The other thing that comes to mind is the opposite of that. How structured is your time at home? Could your little girl really need the structure and routine that comes at school and her other activities? Is the unstructured time at home the deep seated problem? Chances are that to change things would be a big battle, so it would NOT be an easy fix, of course. It can't ever be easy for us parents, can it? But maybe having a written schedule of what you do when, and sticking to it, is something that she needs. If this is the case, it could be a sign that her problems lie on the autistic spectrum. Not a certainty that they do, but a sign. People with autism often need the rigidity of a schedule or they are uncomfortable, especially children. Or so I have been told. My autistic children only ran on THEIR schedule, not mine.

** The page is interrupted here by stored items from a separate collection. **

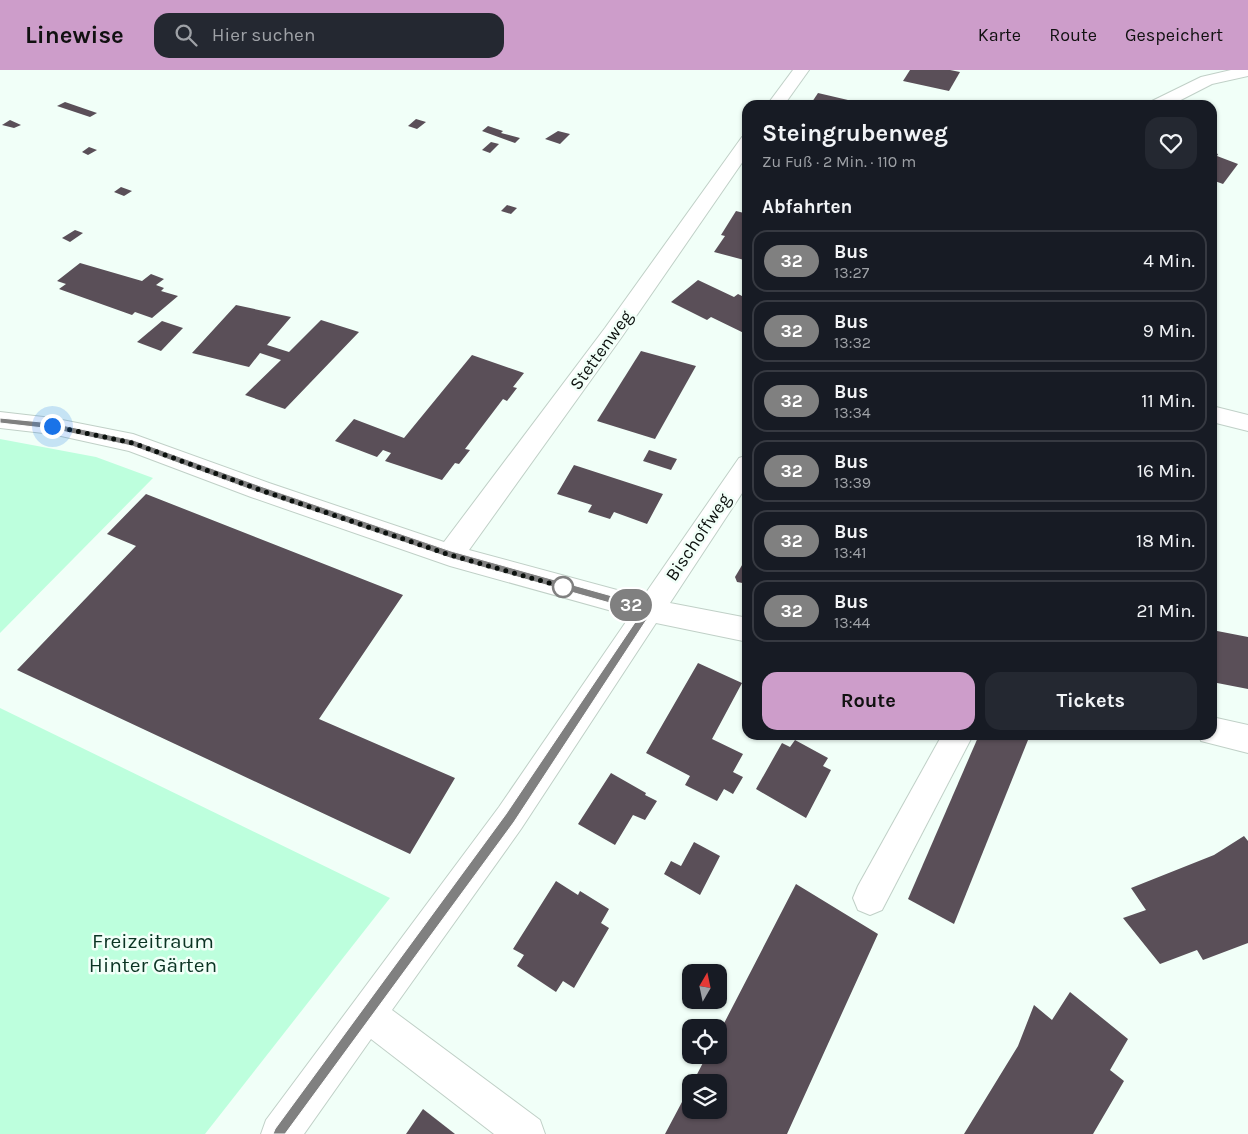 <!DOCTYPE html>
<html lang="de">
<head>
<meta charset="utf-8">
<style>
	:root { --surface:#171b24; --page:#242831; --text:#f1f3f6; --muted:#9ea1a6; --line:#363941; --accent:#cd9dca }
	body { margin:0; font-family:Karla,sans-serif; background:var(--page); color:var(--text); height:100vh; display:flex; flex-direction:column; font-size:19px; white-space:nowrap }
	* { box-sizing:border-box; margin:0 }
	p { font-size:16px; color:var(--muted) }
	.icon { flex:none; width:28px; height:28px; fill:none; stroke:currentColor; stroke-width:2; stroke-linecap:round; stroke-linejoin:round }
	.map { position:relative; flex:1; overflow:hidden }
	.panel { position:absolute; left:742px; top:30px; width:475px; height:640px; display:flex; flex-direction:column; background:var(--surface); border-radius:15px; box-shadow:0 1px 4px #0004 }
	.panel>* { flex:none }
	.badge { padding:0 10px; border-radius:16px; font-size:18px; line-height:32px }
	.needle { width:32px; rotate:9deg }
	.buttons { position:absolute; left:682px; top:894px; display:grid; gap:10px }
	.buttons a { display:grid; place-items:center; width:45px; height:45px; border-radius:10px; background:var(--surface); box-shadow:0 1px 4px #0004; font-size:25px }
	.you { position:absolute; width:25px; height:25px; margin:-12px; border:4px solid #fff; border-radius:50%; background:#1a73e8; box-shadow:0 0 0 8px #1a73e833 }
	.map>.badge { position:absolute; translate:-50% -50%; box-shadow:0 0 0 2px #fff }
	h2 { padding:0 20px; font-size:19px; line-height:45px }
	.round { display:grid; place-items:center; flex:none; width:52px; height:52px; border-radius:15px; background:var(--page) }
	.summary { display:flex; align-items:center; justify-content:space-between; height:85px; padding:0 20px }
	h1 { font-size:24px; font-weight:700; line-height:38px }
	.cta { display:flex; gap:10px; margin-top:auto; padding:10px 20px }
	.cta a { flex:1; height:58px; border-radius:15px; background:var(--accent); color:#111; font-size:20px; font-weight:700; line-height:58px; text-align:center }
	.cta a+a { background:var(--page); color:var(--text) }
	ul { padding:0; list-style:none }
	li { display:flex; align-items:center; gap:15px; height:62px; margin:0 10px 8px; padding:0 10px; border:2px solid var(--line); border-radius:15px }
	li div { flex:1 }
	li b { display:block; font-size:19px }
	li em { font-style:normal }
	li .badge { min-width:55px; font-weight:700; text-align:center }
	header { display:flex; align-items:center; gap:30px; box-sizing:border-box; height:70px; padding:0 25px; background:var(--accent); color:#111 }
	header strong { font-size:24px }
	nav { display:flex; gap:28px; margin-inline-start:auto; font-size:18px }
	.search { width:350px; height:45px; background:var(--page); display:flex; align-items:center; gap:12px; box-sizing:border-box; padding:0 18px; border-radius:15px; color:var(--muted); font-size:19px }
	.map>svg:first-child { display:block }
	.green { fill:#bdffdd }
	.building { fill:#5a4f58 }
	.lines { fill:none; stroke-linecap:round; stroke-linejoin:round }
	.minor-casing { stroke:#c0d0c7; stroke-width:2 }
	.minor { fill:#fff; fill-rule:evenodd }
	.line { fill:#808080; stroke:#fff }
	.walk { stroke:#0b100d; stroke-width:5; stroke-dasharray:0 9 }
	.stop-dot { fill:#fff; stroke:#808080; stroke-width:2.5 }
	.labels { text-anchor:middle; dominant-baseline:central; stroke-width:5; stroke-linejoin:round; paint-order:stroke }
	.street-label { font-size:18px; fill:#0b100d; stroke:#f1fff8 }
	.near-park-label { font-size:21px; fill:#0a3423; stroke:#f1fff8 }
</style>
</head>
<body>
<header>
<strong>Linewise</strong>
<div class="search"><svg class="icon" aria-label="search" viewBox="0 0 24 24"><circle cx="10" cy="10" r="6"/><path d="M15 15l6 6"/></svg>Hier suchen</div>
<nav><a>Karte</a><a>Route</a><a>Gespeichert</a></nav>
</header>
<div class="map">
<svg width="1248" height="1064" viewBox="0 0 1248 1064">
	<rect width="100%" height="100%" fill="#f1fff8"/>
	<!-- green -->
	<g class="green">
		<polygon points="0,369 96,387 153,408 0,563"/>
		<polygon points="0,638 390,828 205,1064 0,1064"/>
	</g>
	<!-- building -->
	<g class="building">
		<polygon points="910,0 950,0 960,2 949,21 903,11"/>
		<polygon points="818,23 865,34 865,35 810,35"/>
		<polygon points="65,32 97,43 90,47 57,36"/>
		<polygon points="416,49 426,52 417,59 408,56"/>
		<polygon points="10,50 21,55 14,58 2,55"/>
		<polygon points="488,56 503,61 501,63 520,68 515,73 482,61"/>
		<polygon points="558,61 570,64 560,74 545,69"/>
		<polygon points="491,72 499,74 490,83 482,80"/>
		<polygon points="89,77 97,80 88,85 82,82"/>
		<polygon points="1212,82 1218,84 1217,86 1238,94 1223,114 1212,110"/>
		<polygon points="121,117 132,121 124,126 114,122"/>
		<polygon points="507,135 517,138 511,144 501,141"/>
		<polygon points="736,141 748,144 748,191 714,182 725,166 721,165"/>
		<polygon points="75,160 83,163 70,172 62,168"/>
		<polygon points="80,193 142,211 151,204 164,209 156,215 164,218 161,221 178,226 152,248 135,242 132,245 59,219 66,214 57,211"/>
		<polygon points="698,210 734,227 738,224 748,229 748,265 711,247 707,250 671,232"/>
		<polygon points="236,235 291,247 267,275 289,282 321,250 359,262 285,339 245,325 281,290 260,283 249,297 192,283"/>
		<polygon points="162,251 183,258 161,281 137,272"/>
		<polygon points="641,281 696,296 655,369 597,351"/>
		<polygon points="472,285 524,303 513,317 517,318 507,331 503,329 465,379 470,380 459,394 455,393 442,410 385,391 391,383 383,380 377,387 335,371 354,349 404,368"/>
		<polygon points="649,380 677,389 671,400 643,391"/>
		<polygon points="574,395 663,424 647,454 614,442 610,449 588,442 592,435 557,424"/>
		<polygon points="146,424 403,525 319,649 455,708 410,784 17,600 136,476 107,464"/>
		<polygon points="748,485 748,514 737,512 735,507"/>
		<polygon points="1212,560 1248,567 1248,619 1212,612"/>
		<polygon points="698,593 742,613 712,669 743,684 733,702 743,707 733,724 724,719 717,731 685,715 690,706 646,683"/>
		<polygon points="979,665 1017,665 1028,670 954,854 908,829"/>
		<polygon points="795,670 828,688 823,696 831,700 806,748 756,719 782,673 790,677"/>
		<polygon points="611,703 646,723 645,725 657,731 645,750 633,745 615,775 578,754"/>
		<polygon points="1244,766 1248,771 1248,873 1203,890 1197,880 1160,894 1123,848 1146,840 1131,818 1214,785"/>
		<polygon points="694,772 720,786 700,825 664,804 671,791 681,796"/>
		<polygon points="556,811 578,825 580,821 609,839 601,853 609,858 574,918 563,911 556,922 517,896 524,885 513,879"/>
		<polygon points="796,814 878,864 787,1064 665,1064 691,1015 691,1040 719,1040 719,1012 693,1012 707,985 719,985 719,963"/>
		<polygon points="1070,922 1128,969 1110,1000 1124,1011 1093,1064 964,1064 1018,976 1034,935 1052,950"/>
		<polygon points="423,1039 455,1064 406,1064"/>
	</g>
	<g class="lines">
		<defs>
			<g id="minor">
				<polygon points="793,0 809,0 784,35 767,35"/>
				<polygon points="1231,0 1248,0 1248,6 1212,14 1171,35 1150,35 1152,31 1201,7"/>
				<polygon points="748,66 748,84 621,268 469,480 643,527 739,388 748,385 748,414 670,533 748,548 748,572 656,553 521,759 392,940 540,1050 545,1064 494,1064 371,969 304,1064 261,1064 266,1050 499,737 630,546 450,496 251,427 129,381 52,364 0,358 0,342 52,348 133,364 269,413 444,472 605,258 742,67"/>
				<polygon points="1212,336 1248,345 1248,361 1212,352"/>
				<polygon points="1212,647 1248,655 1248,683 1201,671 1199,665 1212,665"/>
				<polygon points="942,665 973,665 882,840 870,845 858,840 853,828 858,816"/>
			</g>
		</defs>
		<!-- minor casing -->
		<use href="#minor" class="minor-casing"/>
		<!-- minor -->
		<use href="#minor" class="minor"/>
	</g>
	<!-- line -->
	<polygon class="line" points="0,348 52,353 133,370 263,417 451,481 648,536 653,540 514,752 285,1064 273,1064 275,1059 506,744 642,542 450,488 257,422 132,376 52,359 0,353"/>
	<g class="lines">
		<!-- walk -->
		<polyline class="walk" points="52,356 133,373 260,420 450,485 563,517"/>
	</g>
	<!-- markers -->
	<circle class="stop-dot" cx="563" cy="517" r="10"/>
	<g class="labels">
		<!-- street labels -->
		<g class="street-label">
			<text transform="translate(601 280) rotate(-54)">Stettenweg</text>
			<text transform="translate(698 467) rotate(-56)">Bischoffweg</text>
		</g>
		<!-- near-park labels -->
		<g class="near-park-label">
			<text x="153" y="871">Freizeitraum<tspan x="153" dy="24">Hinter Gärten</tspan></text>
		</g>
	</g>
</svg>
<div class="buttons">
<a><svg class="needle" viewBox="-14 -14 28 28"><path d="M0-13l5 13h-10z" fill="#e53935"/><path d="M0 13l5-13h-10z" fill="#9ea1a6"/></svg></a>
<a><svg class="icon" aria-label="locate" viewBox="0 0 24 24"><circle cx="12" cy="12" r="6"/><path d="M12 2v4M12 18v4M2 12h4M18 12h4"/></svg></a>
<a><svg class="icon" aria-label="layers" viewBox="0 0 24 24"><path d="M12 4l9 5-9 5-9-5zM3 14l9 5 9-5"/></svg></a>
</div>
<div class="you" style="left:52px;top:356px"></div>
<b class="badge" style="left:631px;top:535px;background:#808080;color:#fff">32</b>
<section class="panel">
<div class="summary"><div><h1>Steingrubenweg</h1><p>Zu Fuß · 2 Min. · 110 m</p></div><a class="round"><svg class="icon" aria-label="heart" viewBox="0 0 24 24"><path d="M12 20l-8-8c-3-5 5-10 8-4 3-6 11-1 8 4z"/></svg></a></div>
<h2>Abfahrten</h2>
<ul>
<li><span class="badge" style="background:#808080;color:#fff">32</span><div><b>Bus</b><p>13:27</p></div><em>4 Min.</em></li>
<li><span class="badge" style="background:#808080;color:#fff">32</span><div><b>Bus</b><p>13:32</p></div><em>9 Min.</em></li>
<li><span class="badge" style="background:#808080;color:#fff">32</span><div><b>Bus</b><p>13:34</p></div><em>11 Min.</em></li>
<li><span class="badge" style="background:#808080;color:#fff">32</span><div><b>Bus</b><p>13:39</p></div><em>16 Min.</em></li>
<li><span class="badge" style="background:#808080;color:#fff">32</span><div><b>Bus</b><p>13:41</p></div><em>18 Min.</em></li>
<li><span class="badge" style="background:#808080;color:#fff">32</span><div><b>Bus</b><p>13:44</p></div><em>21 Min.</em></li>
</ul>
<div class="cta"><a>Route</a><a>Tickets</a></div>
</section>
</div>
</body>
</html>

The other thing about having a child on the autistic spectrum is that often there is a reason behind what they want and what they are battling for. It takes really getting into the child's head to find the logic there, but there IS logic there. It may not be an adult's logic, but it is there. Once you find it, you often can work with it.

I STRONGLY recommend that you read The Explosive Child by Ross Greene. It is truly excellent and very helpful when dealing with a child that just doesn't work the same way that other kids do. I do know how hard it is when your child acts like this, and I am sorry you have to cope with it. Be sure that you and your husband take the time to do nice things for each other, for yourselves, and to nurture your marriage. Those things are all very important, too.